*** Opening of Data to examine ***
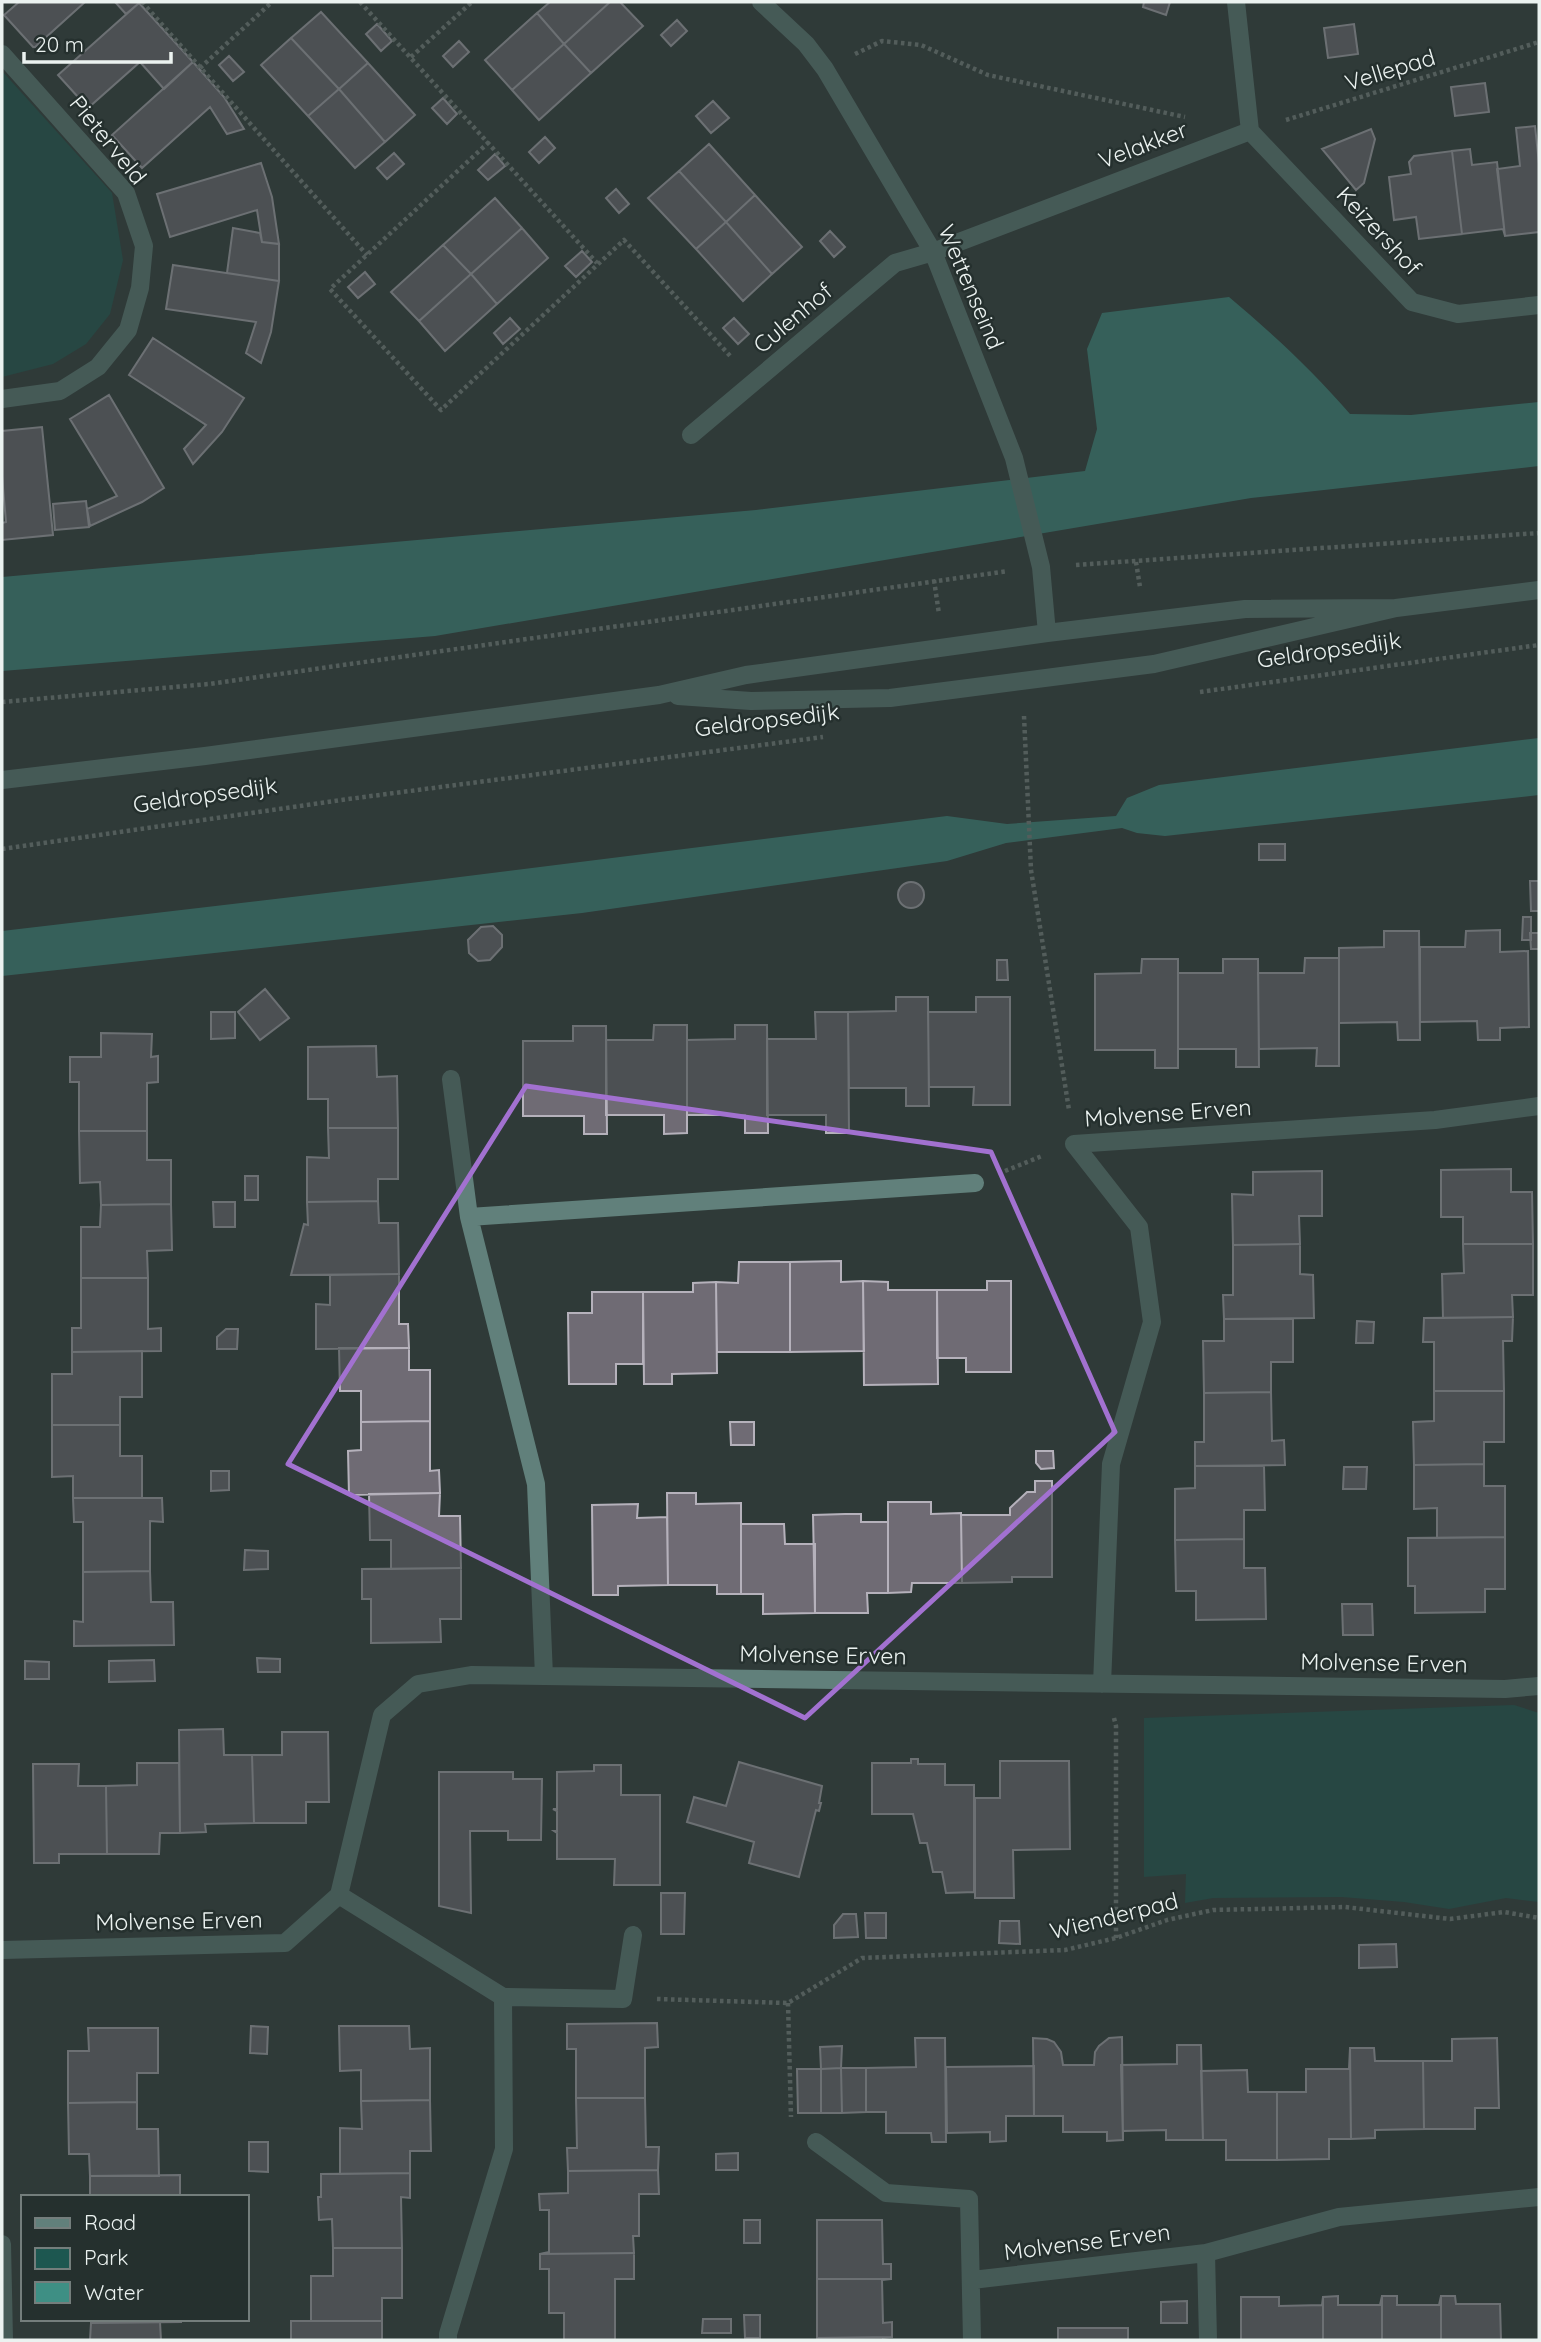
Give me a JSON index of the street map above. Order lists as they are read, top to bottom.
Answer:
{
  "streets": {
    "street": [
      "Pieterveld",
      "Velakker",
      "Keizershof",
      "Wettenseind",
      "Culenhof",
      "Geldropsedijk",
      "Molvense Erven"
    ],
    "path": ["Vellepad", "Wienderpad"]
  },
  "crossings": [
    ["Vellepad", "Velakker"],
    ["Vellepad", "Keizershof"],
    ["Velakker", "Keizershof"],
    ["Velakker", "Wettenseind"],
    ["Velakker", "Culenhof"],
    ["Wettenseind", "Culenhof"],
    ["Wettenseind", "Geldropsedijk"]
  ],
  "legend": ["Road", "Park", "Water"],
  "scale_bar": "20 m"
}
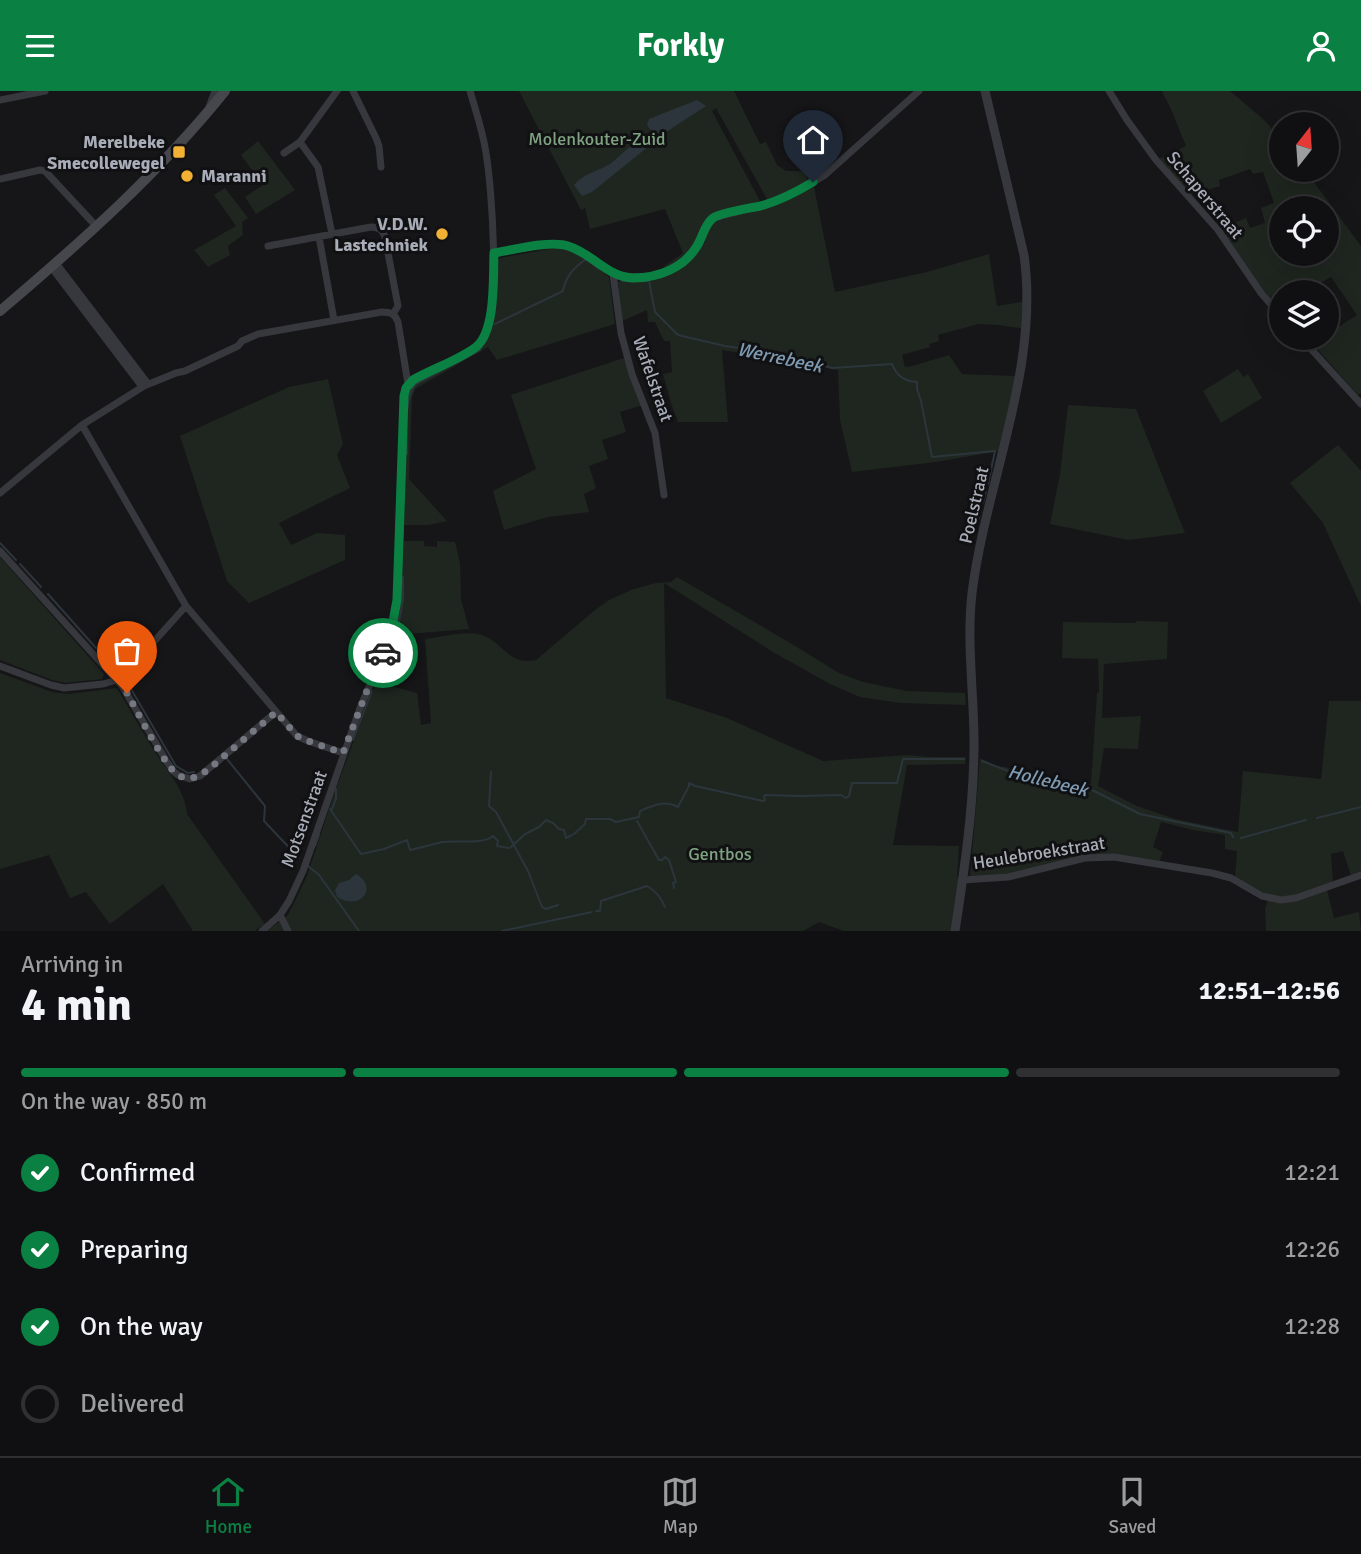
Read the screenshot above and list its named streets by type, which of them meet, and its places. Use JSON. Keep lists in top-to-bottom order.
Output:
*** Close of Data to examine ***
_About this exercise_
Return the records above exactly, without the pictures.

_Result of the exercise_
Give me a JSON index of the street map above. Order lists as they are read, top to bottom.
Answer:
{
  "streets": {
    "street": [
      "Pieterveld",
      "Velakker",
      "Keizershof",
      "Wettenseind",
      "Culenhof",
      "Geldropsedijk",
      "Molvense Erven"
    ],
    "path": ["Vellepad", "Wienderpad"]
  },
  "crossings": [
    ["Vellepad", "Velakker"],
    ["Vellepad", "Keizershof"],
    ["Velakker", "Keizershof"],
    ["Velakker", "Wettenseind"],
    ["Velakker", "Culenhof"],
    ["Wettenseind", "Culenhof"],
    ["Wettenseind", "Geldropsedijk"]
  ],
  "legend": ["Road", "Park", "Water"],
  "scale_bar": "20 m"
}
Read the screenshot above and list its named streets by type, which of them meet, and its places. Use JSON. Keep lists in top-to-bottom order.
Output:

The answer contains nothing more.